OF THOUGHTS AND WRITING AND KAFKA
I am still chewing through this following excerpt of an article by Adam Thirlwell. There is a lot of meat for an author like myself who writes the whole damn novel following characters to see what will happen. I ponder the more intellectual and creative revelations at the edit stage.
I do know that when I take the time to sit and just think about the thoughts I am having they are overwhelmingly banal, common place, and dealing with the day I'm living through. On the other hand, I have also imagined that if my thoughts ever interacted like certain chemical compounds, my head would explode.
I also think that I strive for (and am most comfortable with) the "disguised first-person narrative." However, I don't really know what it is. At least I think I don't know.
*********************************
The problem is that, once a thought is written down, it loses all its character. The essence of a thought is its fragility. "For many of our sensations," added Dostoevsky, "when translated into ordinary language seem absolutely unreal. That is why they never find expression, though everyone has them."
I paused on this unreality. And I was overtaken by proprietary pride in the art of the novel.
In an essay, I once wrote about how Franz Kafka invented a strange style in his novels about this man he called K: where, although it looks like a third-person narrative, it is in fact a disguised first-person narrative, belonging to K. And suddenly I thought that I understood more precisely why Kafka wanted to do this. It was a way of inventing a subterfuge, so that he could be true to the cloudiness of thoughts. In a diary entry, on January 12 1911, Kafka noted how he hadn't been writing much, partly because he was lazy, true, but also "because of the fear of betraying my self-perception". Because, he continued, if a thought cannot be written down "with the greatest completeness, with the incidental consequences, as well as with entire truthfulness" - which it couldn't - then what was written down would replace the vague thought "in such a way that the real feeling will disappear while the worthlessness of what has been noted down will be recognised too late". This is why Kafka needed to write in the third person, while really describing the personal contours of a character's thoughts: it was a way of outwitting the imprecise solidity of language.
This is one technique in the art of the novel. Another, however, is to use the completeness and truthfulness of the third person, while still talking as if it's really you.
.....
But what is a thought? A thought is just a beginning. After all, even Kafka could be optimistic. Two years later, he was still worrying about the same thing. "When I say something it immediately and finally loses its importance, when I write it down it loses it too," he wrote, and then he added: "but sometimes gains a new one."
Article excerpt by Adam Thirlwell
http://www.guardian.co.uk/culture/2008/nov/08/adam-thirlwell
- Login Or register To Post Comments
- Send To A Friend
RSS- Bookmark With:






Rosy Cole says:
Conjugating the verbs
I debate a lot about whether to use the first or third person narrative and have been known to swap mid-stream and rewrite a book altogether, only to find it comes alive.

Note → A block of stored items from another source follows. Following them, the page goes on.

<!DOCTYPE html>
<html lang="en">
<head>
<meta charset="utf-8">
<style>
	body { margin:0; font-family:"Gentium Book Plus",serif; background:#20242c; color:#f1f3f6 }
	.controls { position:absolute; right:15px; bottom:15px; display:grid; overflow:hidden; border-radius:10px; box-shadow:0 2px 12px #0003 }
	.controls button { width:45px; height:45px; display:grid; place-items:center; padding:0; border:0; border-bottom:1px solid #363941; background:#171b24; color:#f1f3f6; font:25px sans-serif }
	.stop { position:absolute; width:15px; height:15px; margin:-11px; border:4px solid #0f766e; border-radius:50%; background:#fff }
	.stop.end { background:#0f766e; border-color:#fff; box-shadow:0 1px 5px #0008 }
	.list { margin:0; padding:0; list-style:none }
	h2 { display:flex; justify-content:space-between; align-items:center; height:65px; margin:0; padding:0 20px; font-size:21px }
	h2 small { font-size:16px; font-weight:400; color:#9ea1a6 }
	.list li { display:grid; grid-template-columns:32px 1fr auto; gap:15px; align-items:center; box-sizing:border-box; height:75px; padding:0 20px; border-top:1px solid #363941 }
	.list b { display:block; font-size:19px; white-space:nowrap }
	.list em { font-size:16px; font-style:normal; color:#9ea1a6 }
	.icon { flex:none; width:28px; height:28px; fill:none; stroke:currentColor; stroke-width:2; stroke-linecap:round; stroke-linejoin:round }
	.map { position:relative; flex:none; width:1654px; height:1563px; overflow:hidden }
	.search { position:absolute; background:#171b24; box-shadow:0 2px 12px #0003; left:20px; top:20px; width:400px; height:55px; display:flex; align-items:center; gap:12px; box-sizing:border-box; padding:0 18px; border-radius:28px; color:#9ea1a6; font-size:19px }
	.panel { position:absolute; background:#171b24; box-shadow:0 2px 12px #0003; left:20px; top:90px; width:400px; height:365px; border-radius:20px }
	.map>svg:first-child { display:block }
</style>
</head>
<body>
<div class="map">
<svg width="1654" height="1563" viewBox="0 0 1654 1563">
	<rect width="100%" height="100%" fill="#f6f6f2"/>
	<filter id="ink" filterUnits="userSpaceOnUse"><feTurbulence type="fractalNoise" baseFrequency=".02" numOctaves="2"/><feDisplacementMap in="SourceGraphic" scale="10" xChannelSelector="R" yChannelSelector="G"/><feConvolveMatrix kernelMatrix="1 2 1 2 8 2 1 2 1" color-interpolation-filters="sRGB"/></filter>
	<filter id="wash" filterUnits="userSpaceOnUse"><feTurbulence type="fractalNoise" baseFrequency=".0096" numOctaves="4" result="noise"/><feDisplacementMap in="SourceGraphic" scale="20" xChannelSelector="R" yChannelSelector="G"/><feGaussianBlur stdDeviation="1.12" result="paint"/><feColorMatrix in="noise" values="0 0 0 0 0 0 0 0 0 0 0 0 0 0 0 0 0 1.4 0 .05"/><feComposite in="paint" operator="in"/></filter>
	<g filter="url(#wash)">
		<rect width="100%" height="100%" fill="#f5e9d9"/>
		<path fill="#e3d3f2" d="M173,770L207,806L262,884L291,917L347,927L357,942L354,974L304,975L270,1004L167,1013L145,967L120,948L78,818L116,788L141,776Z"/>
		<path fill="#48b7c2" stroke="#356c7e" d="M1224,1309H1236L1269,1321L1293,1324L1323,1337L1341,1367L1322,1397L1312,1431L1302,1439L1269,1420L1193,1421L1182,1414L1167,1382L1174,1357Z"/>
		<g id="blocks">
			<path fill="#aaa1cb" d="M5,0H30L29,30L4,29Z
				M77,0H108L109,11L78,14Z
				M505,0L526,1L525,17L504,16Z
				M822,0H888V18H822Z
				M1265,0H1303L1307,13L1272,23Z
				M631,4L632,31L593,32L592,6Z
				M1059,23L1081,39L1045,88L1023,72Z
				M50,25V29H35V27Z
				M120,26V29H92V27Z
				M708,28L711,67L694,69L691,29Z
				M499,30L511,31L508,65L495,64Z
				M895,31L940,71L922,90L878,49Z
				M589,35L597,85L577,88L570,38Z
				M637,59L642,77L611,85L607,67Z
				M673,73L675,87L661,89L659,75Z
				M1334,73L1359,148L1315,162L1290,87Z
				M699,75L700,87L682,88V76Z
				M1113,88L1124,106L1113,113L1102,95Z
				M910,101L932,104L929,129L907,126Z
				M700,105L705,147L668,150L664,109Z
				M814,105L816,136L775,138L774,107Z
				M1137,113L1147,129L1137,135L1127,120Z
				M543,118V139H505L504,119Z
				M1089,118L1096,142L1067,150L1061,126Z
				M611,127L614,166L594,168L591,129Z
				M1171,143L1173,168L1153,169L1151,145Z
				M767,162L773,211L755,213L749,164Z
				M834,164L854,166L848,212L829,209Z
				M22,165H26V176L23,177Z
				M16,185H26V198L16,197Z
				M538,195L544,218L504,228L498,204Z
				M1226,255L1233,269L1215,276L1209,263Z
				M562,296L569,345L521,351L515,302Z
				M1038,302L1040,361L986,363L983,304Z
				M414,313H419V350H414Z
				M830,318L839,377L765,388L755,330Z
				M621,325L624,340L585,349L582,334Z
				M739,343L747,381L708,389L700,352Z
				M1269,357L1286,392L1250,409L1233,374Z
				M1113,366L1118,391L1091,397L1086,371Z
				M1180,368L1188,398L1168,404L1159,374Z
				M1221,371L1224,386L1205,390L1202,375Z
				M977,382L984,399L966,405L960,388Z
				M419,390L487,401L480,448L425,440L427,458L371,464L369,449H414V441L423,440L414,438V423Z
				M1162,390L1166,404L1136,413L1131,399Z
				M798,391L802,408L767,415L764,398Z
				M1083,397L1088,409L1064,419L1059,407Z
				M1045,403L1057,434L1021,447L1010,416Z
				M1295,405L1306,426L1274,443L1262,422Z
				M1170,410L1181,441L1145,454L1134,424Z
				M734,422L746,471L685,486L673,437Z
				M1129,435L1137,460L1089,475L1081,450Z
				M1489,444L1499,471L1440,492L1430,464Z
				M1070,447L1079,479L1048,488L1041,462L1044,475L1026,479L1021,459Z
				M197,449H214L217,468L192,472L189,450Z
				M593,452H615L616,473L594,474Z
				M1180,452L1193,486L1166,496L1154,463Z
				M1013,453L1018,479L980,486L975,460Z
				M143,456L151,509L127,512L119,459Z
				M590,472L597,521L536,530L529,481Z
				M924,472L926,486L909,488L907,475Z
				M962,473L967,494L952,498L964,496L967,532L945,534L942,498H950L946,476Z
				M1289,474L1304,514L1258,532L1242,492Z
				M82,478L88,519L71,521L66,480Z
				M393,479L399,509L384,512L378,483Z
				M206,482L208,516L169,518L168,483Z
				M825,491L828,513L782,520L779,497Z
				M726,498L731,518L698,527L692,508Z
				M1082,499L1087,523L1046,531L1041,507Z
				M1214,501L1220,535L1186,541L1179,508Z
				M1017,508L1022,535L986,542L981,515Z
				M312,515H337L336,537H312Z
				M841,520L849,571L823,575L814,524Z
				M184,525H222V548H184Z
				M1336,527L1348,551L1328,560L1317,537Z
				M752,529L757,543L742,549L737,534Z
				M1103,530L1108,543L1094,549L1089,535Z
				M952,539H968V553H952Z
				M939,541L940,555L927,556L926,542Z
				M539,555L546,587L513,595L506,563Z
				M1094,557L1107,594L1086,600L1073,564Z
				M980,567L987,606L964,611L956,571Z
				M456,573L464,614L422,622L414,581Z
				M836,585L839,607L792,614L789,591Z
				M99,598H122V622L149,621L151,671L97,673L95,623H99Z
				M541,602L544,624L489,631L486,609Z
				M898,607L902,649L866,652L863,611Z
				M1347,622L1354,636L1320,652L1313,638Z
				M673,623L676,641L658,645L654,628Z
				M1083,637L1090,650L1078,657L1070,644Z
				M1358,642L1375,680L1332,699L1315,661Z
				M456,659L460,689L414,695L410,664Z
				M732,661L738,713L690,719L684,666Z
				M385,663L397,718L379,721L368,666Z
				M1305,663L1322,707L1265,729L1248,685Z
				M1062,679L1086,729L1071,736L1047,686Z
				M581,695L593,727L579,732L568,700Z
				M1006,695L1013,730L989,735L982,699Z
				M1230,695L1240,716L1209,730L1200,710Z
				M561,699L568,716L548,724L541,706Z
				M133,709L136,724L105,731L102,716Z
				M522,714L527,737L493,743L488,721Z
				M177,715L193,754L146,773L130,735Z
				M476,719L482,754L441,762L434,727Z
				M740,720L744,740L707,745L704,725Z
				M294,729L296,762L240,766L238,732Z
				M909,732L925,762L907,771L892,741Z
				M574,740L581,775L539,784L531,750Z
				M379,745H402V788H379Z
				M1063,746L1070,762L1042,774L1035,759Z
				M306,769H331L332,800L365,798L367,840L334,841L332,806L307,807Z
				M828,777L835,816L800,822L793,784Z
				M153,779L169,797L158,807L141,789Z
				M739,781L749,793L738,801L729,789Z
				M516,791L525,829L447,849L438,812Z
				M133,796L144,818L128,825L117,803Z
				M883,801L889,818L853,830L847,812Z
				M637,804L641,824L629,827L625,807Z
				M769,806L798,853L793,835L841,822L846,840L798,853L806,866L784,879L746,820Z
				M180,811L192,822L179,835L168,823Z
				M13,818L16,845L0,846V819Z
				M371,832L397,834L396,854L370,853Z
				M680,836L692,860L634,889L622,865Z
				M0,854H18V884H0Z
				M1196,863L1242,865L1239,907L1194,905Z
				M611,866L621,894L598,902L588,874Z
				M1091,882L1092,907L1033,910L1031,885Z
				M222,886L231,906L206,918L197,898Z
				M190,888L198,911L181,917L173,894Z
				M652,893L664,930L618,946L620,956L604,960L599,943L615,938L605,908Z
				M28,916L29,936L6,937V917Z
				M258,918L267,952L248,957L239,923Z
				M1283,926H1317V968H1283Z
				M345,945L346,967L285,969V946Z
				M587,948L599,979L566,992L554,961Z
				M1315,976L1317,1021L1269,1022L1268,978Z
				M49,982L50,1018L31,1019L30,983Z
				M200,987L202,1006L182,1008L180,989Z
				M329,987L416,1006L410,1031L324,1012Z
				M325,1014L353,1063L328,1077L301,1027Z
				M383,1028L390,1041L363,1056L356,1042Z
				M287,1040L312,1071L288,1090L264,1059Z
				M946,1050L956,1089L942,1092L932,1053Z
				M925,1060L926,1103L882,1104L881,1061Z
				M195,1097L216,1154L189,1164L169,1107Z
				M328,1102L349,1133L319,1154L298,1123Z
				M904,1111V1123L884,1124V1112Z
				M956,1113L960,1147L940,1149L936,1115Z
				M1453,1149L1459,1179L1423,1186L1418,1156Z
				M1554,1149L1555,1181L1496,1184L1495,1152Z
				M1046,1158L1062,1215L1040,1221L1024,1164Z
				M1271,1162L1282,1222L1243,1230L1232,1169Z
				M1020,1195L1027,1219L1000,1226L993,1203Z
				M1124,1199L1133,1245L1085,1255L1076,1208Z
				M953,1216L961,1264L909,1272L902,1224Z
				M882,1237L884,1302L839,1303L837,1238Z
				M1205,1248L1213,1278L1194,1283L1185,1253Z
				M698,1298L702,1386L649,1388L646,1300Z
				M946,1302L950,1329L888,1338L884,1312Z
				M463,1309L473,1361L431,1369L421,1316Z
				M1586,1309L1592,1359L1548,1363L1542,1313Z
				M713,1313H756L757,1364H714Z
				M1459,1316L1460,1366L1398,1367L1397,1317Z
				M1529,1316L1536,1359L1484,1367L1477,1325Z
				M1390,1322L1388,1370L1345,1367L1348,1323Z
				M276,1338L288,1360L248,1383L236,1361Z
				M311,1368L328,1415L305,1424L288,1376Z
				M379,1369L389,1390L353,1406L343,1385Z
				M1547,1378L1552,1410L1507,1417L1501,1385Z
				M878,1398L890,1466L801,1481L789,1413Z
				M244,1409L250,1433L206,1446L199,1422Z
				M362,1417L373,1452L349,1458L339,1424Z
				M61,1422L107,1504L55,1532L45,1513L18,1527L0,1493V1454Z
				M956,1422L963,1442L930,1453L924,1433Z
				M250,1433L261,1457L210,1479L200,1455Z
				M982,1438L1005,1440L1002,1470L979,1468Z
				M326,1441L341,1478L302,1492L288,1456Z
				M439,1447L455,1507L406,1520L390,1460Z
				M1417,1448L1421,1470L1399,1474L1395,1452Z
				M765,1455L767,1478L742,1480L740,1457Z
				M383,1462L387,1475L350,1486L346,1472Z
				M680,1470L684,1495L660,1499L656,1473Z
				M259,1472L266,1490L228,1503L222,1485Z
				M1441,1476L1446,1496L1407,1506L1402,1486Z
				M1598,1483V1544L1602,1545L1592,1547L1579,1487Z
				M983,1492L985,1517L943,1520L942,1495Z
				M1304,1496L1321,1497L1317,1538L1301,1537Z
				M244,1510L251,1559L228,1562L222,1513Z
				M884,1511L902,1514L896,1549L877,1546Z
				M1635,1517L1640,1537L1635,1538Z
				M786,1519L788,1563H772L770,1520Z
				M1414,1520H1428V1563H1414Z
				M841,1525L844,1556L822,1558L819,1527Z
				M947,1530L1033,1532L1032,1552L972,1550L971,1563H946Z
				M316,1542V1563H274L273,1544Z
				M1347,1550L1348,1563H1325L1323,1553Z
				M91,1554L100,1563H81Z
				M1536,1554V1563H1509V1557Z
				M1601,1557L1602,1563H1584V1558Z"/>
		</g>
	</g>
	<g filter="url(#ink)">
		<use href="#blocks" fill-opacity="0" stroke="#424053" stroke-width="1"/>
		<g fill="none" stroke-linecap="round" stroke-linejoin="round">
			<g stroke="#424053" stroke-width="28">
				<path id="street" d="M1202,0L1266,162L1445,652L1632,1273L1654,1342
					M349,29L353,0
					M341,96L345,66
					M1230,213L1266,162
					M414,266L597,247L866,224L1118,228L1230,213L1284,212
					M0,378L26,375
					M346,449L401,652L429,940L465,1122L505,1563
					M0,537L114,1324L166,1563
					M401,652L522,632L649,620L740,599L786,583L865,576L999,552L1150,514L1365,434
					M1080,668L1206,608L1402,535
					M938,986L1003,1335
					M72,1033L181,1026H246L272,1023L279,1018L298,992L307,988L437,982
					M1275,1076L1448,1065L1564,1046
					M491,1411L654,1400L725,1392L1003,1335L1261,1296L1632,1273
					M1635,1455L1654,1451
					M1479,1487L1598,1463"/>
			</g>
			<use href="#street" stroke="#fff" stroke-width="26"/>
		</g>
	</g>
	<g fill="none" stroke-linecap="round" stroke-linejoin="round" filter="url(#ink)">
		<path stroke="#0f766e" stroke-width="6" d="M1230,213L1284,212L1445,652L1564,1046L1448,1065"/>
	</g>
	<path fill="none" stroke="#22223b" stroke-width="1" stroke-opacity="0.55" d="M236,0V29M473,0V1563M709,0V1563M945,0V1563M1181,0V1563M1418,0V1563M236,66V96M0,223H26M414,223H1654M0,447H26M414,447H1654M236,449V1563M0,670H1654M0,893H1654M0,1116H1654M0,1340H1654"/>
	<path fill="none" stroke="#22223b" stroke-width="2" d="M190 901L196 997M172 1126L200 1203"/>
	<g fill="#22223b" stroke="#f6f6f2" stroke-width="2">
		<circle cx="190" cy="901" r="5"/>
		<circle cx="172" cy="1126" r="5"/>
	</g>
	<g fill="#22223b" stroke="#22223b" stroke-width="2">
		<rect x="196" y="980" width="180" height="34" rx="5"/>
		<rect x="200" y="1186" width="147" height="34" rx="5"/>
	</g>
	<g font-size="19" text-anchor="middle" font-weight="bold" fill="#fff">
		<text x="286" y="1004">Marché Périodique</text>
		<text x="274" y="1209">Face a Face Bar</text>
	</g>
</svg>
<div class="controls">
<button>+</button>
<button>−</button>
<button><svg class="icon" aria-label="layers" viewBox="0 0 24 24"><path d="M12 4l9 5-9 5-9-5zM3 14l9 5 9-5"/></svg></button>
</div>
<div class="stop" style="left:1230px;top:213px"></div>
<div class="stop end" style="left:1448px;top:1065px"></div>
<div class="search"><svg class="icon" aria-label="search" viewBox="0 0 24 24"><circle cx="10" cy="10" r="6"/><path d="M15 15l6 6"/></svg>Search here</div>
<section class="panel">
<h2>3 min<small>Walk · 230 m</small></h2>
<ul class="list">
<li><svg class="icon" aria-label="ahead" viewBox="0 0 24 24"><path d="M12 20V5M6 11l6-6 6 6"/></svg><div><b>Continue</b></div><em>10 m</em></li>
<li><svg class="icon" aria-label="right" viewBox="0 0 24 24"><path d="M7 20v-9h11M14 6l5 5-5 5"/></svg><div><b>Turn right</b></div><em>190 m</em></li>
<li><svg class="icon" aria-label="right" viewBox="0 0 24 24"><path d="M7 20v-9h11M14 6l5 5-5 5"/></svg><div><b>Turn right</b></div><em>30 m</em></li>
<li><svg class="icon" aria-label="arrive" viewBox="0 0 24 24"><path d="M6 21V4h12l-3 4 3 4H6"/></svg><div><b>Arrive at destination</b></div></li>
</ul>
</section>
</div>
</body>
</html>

It's not screamingly evident to me why the first person tale is, on the whole, less popular. Some readers will say it's because the author comes across as egocentric, or that the story is cramped by mono-perception, but the thing is that a first-person narrator is looking out to the world. Therefore it follows that he is more inclined to be objective. Whereas by adopting the third person approach, the narrator can make himself/herself an object of overwhelming attention.
One of Edna O'Brien's novels, A Pagan Place, is written in the second person and has the curious effect of conveying characters sucked into the life force of timeless tradition.
Paul Schneider says:
Who's on second...
When I worked at Esquire a million years ago we did a lot of travel stories in the second person in a column called The Enlightened Traveler. I wrote a handful myself, and it's a very fun and personable little pronoun--"you." Maybe I'll post some at my site if I can find them...
What's great, as you point out with the O'Brien novel is the way the second person interacts with tense, and makes past present. It never really reads as second person, so much as...disguised first person.
I've recently been playing around with it in my non-fiction work. With happy, ambiguous, results.